• **ACTIVITY**:
Below is a set of records; reproduce them exactly without their pictures.

Stored data:
──────────

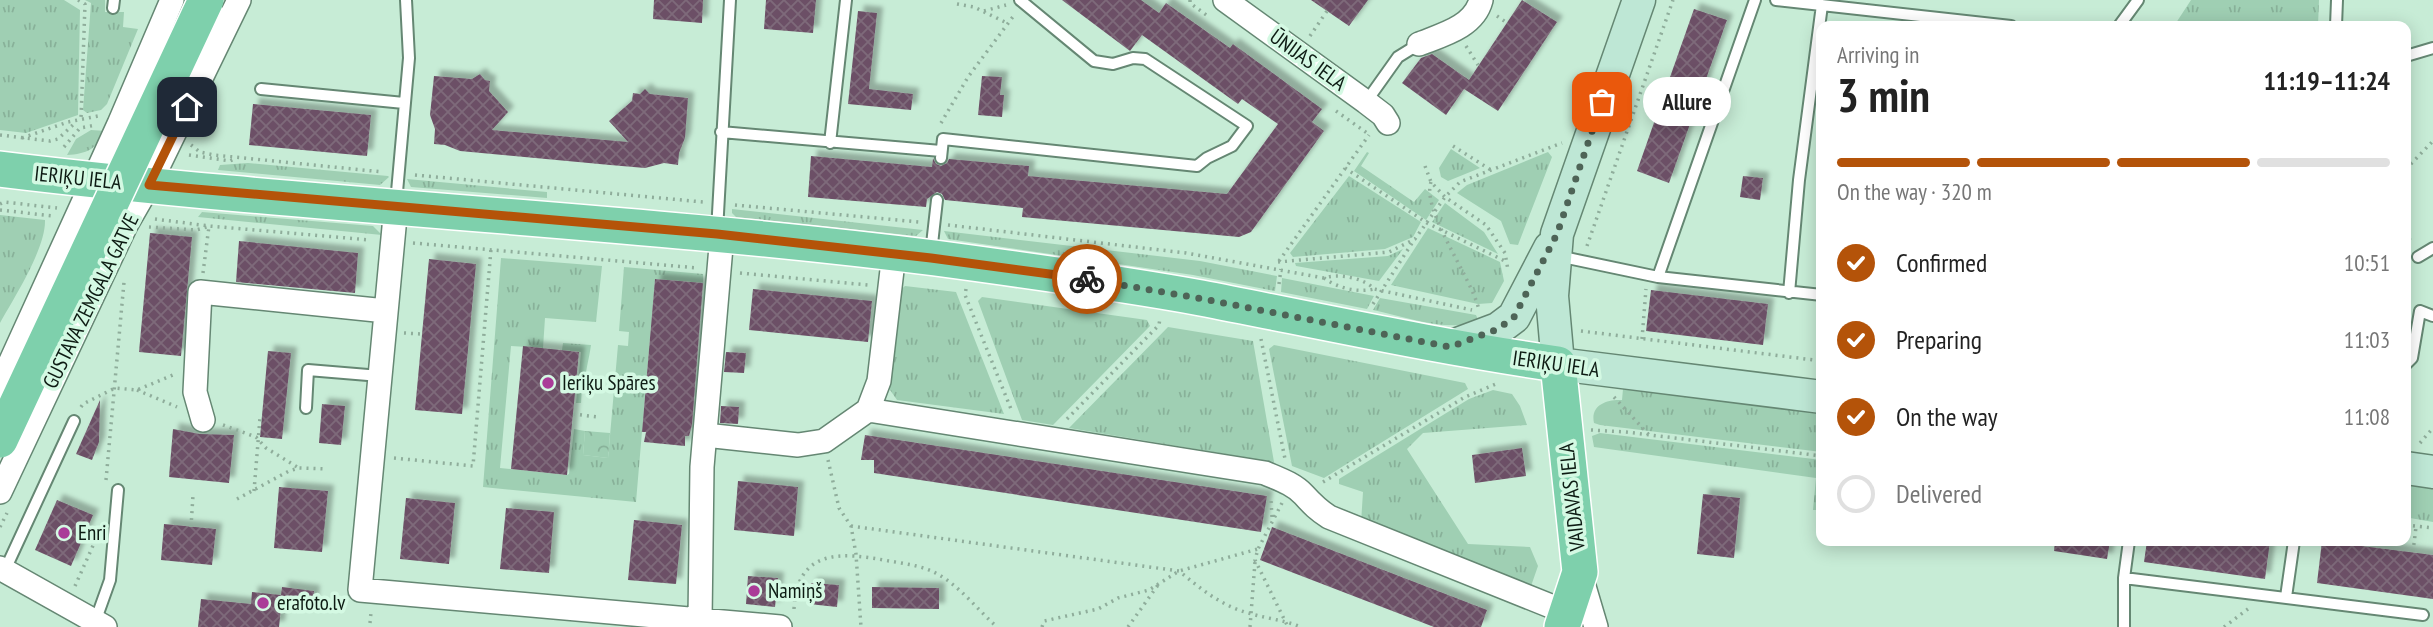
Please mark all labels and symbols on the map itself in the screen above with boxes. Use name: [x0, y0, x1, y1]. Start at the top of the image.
street label: ŪNIJAS IELA: [1265, 23, 1352, 96]
pin: [1572, 72, 1632, 132]
pin: [157, 77, 217, 137]
callout: Allure: [1644, 78, 1732, 126]
street label: IERIĶU IELA: [33, 160, 123, 195]
street label: GUSTAVA ZEMGALA GATVE: [36, 209, 145, 393]
courier: [1052, 244, 1122, 314]
street label: IERIĶU IELA: [1511, 344, 1601, 383]
place label: Ieriķu Spāres: [562, 369, 656, 396]
marker: Ieriķu Spāres: [540, 375, 556, 391]
street label: VAIDAVAS IELA: [1552, 442, 1591, 553]
place label: Enri: [78, 519, 107, 546]
marker: Enri: [56, 525, 72, 541]
place label: Namiņš: [768, 577, 822, 604]
marker: Namiņš: [746, 583, 762, 599]
place label: erafoto.lv: [277, 589, 346, 616]
marker: erafoto.lv: [255, 595, 271, 611]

──────────

• **TASK RESPONSE**:
Please mark all labels and symbols on the map itself in the screen above with boxes. Use name: [x0, y0, x1, y1]. Start at the top of the image.
street label: ŪNIJAS IELA: [1265, 23, 1352, 96]
pin: [1572, 72, 1632, 132]
pin: [157, 77, 217, 137]
callout: Allure: [1644, 78, 1732, 126]
street label: IERIĶU IELA: [33, 160, 123, 195]
street label: GUSTAVA ZEMGALA GATVE: [36, 209, 145, 393]
courier: [1052, 244, 1122, 314]
street label: IERIĶU IELA: [1511, 344, 1601, 383]
place label: Ieriķu Spāres: [562, 369, 656, 396]
marker: Ieriķu Spāres: [540, 375, 556, 391]
street label: VAIDAVAS IELA: [1552, 442, 1591, 553]
place label: Enri: [78, 519, 107, 546]
marker: Enri: [56, 525, 72, 541]
place label: Namiņš: [768, 577, 822, 604]
marker: Namiņš: [746, 583, 762, 599]
place label: erafoto.lv: [277, 589, 346, 616]
marker: erafoto.lv: [255, 595, 271, 611]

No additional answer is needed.